I have a camera and I want to capture real-time photos continuously from moving objects in night. my problem is if i reduce exposure time, image will be all black, but with higher exposure, objects in picture are blurred because of their speed. For example my objects are cars with high speed in night.

I also tried to take photos with lower exposure time and then increasing gain and gamma to maximum level. But in this case final photo is very noisy. So I tried processing image after it's token but processing time is high. I can't wait for long time for this processing ( mostly noise reduction processing takes time).

And my camera aperture is fixed also.

So how can I adjust settings in my camera to get optimum image in night from moving objects?

  • What's your sensor size? This is one case where "get a better camera" (more precisely, "a camera with a larger sensor") could be an answer.
    – user29608
    May 16 '17 at 13:44

You cannot beat physics.

You have three variables to play with to adjust exposure: Aperture, time, and ISO (which, i'll assume, you mean with "gain"). Since your aperture is fixed, you can only increase ISO at the cost of noise, or the exposure time at the cost of movement blur, as you discovered.

So, you'll have to live with some compromise of these factors, unless you can aquire a better camera (with lower ISO noise, or wider aperture).
E.g. a camera with a bigger sensor usually has better noise characteristics, the aperture is lens-dependant. Be aware that better equipment probably will cost you.


Actually, there are four things you can modify - in addition to shutter speed, ISO and aperture, as mentioned in the other answers, you can also modify the lighting (assuming your subjects are reasonably close).

Since it's unlikely the passing cars would appreciate bright spotlights or flash, You could always look at infrared illumination. You'd need a camera that didn't have an IR blocking filter, so you'd probably be better off with a security style CCTV camera or maybe a webcam (most have the IR blocking filter on the back of the lens, so you might be able to remove that if the webcam is manual focus with a screw in manual focus lens).

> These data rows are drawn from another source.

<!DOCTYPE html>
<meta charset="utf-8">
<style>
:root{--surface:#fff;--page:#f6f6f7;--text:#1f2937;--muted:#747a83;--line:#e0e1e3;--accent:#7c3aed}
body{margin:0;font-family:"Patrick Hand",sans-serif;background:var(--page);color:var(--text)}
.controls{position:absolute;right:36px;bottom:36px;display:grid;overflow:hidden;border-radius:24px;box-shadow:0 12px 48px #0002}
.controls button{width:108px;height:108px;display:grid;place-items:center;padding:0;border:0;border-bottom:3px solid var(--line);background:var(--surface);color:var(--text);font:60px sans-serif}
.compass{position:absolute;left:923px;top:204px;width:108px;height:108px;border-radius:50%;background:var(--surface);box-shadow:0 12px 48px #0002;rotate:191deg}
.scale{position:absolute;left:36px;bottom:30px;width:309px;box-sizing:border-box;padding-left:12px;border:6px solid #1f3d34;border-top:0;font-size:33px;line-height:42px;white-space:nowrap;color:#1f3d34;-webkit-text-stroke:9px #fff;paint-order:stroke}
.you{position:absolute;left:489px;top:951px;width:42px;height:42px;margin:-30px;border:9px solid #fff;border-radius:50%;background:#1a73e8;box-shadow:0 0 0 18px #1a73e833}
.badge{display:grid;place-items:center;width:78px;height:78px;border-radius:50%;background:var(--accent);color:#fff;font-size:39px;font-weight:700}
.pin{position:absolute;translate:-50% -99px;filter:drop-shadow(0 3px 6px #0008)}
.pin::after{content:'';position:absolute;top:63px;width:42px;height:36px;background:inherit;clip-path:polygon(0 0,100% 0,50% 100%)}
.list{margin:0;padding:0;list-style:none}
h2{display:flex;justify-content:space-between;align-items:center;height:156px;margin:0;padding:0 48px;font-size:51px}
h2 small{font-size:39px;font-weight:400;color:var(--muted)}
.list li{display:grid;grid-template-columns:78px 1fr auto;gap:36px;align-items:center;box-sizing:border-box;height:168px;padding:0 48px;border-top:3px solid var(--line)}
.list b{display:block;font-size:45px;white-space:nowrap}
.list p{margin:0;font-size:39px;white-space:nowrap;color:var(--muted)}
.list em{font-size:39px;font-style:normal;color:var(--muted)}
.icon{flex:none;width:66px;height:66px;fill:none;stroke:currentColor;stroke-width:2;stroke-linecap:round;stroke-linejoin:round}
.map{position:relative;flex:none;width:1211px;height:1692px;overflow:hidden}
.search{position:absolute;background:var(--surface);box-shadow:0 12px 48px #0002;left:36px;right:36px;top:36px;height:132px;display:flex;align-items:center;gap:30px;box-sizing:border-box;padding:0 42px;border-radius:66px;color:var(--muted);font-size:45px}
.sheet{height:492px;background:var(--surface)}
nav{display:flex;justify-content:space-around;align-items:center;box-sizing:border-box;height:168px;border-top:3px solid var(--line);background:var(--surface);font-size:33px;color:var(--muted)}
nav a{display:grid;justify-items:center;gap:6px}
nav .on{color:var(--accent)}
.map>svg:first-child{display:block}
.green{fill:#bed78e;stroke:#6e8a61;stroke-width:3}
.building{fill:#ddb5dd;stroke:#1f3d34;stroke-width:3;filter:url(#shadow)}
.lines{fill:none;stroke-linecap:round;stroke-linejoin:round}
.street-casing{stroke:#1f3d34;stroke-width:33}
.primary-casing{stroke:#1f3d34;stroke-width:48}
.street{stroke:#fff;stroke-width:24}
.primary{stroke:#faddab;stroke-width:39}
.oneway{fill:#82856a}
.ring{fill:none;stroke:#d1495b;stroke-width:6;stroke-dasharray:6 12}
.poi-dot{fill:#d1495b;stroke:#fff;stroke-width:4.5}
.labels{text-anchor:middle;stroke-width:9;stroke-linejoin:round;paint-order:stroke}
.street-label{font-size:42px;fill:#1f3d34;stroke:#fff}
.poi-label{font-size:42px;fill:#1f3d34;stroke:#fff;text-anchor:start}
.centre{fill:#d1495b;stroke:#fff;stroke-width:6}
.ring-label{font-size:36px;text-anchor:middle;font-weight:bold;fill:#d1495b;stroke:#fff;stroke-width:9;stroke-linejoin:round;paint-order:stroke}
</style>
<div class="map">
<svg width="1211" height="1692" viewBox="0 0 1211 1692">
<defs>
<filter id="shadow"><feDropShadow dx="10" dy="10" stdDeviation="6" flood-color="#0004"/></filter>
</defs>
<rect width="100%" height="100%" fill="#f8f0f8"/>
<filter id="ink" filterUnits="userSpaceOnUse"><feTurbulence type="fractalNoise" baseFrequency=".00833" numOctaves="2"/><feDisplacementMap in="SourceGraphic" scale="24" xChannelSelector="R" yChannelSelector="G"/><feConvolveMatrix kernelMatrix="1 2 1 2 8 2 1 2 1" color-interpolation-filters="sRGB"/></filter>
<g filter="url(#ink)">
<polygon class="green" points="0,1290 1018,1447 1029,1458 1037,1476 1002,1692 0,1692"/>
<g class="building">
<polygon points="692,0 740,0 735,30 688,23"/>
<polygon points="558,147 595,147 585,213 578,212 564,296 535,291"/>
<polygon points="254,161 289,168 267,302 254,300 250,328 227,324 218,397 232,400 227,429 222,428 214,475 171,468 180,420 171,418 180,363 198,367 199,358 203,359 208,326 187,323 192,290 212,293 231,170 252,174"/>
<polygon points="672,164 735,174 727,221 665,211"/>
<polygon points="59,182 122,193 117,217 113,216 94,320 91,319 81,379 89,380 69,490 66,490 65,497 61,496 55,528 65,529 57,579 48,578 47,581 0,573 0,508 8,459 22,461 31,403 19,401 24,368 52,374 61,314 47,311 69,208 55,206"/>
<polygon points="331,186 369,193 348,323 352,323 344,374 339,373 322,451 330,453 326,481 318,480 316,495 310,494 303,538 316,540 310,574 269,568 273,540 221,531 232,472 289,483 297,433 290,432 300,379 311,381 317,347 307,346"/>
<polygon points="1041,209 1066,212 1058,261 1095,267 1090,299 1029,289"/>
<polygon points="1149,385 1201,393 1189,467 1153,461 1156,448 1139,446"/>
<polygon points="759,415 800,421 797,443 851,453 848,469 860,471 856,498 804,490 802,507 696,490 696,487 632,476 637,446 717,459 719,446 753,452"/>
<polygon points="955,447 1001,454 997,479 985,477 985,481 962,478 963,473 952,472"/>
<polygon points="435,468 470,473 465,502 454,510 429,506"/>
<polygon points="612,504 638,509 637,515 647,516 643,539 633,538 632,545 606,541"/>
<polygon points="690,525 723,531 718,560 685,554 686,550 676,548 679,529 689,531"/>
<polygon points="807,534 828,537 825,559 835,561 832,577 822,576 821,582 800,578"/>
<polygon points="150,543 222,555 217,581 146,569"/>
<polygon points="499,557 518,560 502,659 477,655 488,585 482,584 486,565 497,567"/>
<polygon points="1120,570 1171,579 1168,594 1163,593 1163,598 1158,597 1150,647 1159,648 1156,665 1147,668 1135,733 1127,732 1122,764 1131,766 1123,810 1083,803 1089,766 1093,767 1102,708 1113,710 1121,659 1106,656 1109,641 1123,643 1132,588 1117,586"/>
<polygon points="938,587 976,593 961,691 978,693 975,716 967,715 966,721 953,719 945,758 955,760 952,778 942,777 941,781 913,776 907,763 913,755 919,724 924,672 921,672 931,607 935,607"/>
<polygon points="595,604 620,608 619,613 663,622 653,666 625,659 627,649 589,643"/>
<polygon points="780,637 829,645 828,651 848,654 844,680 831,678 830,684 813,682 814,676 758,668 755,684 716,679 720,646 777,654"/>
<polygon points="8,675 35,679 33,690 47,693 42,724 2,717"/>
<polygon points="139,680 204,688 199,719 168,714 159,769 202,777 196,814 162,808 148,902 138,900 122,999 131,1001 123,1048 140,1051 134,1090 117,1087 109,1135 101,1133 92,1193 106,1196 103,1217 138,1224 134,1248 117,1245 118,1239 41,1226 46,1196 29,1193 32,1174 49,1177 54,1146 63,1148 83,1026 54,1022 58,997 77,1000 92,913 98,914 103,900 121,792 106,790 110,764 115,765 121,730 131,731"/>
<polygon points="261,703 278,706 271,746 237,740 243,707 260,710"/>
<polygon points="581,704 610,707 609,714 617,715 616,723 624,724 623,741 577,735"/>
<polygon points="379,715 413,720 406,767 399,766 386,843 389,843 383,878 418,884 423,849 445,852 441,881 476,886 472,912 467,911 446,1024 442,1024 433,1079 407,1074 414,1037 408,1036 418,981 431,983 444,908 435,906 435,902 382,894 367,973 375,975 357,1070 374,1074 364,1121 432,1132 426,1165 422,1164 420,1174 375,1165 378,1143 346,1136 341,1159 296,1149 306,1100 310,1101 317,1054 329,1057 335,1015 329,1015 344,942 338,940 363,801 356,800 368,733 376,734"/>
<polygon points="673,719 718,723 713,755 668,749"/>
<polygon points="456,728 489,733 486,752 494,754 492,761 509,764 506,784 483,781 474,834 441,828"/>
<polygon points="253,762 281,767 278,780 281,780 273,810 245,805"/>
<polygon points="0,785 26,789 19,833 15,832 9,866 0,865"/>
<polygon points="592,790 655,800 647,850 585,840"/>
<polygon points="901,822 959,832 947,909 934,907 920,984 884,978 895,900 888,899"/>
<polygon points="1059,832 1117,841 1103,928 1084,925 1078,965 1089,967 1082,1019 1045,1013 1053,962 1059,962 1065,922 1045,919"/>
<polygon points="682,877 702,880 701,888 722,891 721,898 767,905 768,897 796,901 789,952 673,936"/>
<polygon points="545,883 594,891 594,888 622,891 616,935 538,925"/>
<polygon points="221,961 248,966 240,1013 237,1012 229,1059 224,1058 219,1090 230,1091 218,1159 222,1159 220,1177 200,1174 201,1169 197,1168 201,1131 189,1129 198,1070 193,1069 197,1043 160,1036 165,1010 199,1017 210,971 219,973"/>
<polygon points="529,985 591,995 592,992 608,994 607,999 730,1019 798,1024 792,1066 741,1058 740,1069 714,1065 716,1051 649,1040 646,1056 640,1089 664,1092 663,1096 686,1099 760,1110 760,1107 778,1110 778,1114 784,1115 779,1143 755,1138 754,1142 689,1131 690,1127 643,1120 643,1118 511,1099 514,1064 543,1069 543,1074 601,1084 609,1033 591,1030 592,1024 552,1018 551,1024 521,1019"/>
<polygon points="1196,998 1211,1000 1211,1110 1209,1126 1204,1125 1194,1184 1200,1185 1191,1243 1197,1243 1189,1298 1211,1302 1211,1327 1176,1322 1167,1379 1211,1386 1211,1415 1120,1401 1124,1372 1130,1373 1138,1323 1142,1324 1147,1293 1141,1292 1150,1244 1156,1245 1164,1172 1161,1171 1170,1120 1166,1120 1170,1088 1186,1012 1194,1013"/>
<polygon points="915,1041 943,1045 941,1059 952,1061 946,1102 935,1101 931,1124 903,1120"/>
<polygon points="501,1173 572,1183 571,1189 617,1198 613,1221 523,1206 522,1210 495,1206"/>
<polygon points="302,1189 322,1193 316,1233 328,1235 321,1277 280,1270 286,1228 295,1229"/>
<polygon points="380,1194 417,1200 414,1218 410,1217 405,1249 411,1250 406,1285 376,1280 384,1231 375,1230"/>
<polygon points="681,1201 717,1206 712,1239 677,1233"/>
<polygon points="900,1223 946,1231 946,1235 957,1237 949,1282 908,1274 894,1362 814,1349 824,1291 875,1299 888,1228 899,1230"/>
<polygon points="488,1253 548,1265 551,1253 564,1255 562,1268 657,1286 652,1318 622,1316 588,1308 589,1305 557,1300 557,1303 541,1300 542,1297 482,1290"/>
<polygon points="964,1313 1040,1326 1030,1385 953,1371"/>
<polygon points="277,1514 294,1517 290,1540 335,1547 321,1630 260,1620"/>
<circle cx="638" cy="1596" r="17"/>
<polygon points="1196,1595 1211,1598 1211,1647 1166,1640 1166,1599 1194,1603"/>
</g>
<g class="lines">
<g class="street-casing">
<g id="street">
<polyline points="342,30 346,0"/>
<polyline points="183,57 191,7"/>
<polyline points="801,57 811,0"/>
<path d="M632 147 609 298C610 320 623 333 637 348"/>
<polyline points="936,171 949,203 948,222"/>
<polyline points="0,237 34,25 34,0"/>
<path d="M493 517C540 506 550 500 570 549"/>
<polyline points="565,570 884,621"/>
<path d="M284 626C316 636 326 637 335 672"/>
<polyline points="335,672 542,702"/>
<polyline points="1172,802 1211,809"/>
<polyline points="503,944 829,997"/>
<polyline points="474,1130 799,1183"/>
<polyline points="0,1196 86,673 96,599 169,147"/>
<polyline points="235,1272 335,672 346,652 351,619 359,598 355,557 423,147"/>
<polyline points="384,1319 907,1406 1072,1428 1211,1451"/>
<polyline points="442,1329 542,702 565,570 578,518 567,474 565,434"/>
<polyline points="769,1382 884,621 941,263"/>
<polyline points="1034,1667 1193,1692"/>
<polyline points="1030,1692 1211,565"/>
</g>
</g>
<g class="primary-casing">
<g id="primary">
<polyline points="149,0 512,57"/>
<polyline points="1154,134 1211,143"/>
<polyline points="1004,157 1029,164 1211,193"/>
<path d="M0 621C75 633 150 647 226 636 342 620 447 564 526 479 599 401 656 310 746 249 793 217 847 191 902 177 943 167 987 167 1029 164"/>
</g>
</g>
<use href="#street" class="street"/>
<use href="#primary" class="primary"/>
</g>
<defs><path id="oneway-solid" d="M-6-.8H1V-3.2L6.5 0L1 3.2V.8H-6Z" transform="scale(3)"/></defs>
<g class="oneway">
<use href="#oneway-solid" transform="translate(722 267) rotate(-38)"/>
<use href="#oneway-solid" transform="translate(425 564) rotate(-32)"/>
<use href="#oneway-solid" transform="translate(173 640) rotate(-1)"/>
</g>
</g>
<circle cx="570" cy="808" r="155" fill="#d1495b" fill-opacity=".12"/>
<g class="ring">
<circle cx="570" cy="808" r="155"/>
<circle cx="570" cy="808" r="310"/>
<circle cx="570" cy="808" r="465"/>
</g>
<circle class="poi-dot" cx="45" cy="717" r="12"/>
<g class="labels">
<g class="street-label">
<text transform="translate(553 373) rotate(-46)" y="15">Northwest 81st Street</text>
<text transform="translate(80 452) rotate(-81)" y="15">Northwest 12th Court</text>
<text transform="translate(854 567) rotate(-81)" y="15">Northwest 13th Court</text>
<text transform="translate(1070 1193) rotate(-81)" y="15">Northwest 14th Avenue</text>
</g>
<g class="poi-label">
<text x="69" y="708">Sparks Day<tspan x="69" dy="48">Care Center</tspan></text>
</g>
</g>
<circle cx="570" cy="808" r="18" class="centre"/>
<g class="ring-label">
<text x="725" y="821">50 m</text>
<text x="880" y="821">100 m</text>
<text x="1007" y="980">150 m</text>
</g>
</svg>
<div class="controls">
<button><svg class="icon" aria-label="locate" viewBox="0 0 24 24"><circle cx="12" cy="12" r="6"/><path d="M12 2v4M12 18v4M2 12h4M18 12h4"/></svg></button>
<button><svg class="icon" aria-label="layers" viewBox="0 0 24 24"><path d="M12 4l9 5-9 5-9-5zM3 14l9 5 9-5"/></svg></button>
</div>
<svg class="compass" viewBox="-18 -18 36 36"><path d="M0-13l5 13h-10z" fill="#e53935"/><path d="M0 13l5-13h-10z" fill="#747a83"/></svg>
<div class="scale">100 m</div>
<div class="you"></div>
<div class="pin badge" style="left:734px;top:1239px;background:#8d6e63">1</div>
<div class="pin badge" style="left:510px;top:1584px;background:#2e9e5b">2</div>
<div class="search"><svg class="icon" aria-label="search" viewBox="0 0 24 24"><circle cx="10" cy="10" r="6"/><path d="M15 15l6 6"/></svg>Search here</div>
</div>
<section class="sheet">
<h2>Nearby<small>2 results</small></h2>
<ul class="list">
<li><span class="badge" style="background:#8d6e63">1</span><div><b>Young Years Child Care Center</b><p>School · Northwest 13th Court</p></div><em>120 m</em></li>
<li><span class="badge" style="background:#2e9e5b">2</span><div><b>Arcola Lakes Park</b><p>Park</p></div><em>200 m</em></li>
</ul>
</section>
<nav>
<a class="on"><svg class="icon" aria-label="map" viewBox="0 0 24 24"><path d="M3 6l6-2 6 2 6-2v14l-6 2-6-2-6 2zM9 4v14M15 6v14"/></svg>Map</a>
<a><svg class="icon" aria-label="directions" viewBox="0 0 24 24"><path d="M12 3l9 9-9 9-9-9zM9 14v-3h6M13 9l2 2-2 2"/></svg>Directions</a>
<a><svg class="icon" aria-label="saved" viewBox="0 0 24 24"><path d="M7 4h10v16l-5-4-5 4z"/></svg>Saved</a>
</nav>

  • Bingo! +1 for including the fourth side of the "exposure triangle" - the amount of light!
    – Michael C
    May 17 '17 at 0:59

You've pretty much worked this one out I'm afraid. In general, you can modify three things when taking a photo:

  • Shutter speed
  • ISO (aka gain)
  • Aperture

You say you can't modify the aperture, so you're stuck with shutter speed and aperture. All you can do is to set shutter speed and ISO so you get the best balance you can between blur and noise.

Having said that, there are other things you can change, but they require more work:

  • Get a new camera with a sensor with better low light performance.
  • Get a new lens with a wider aperture.
  • Add light to the scene, either natural or artificial.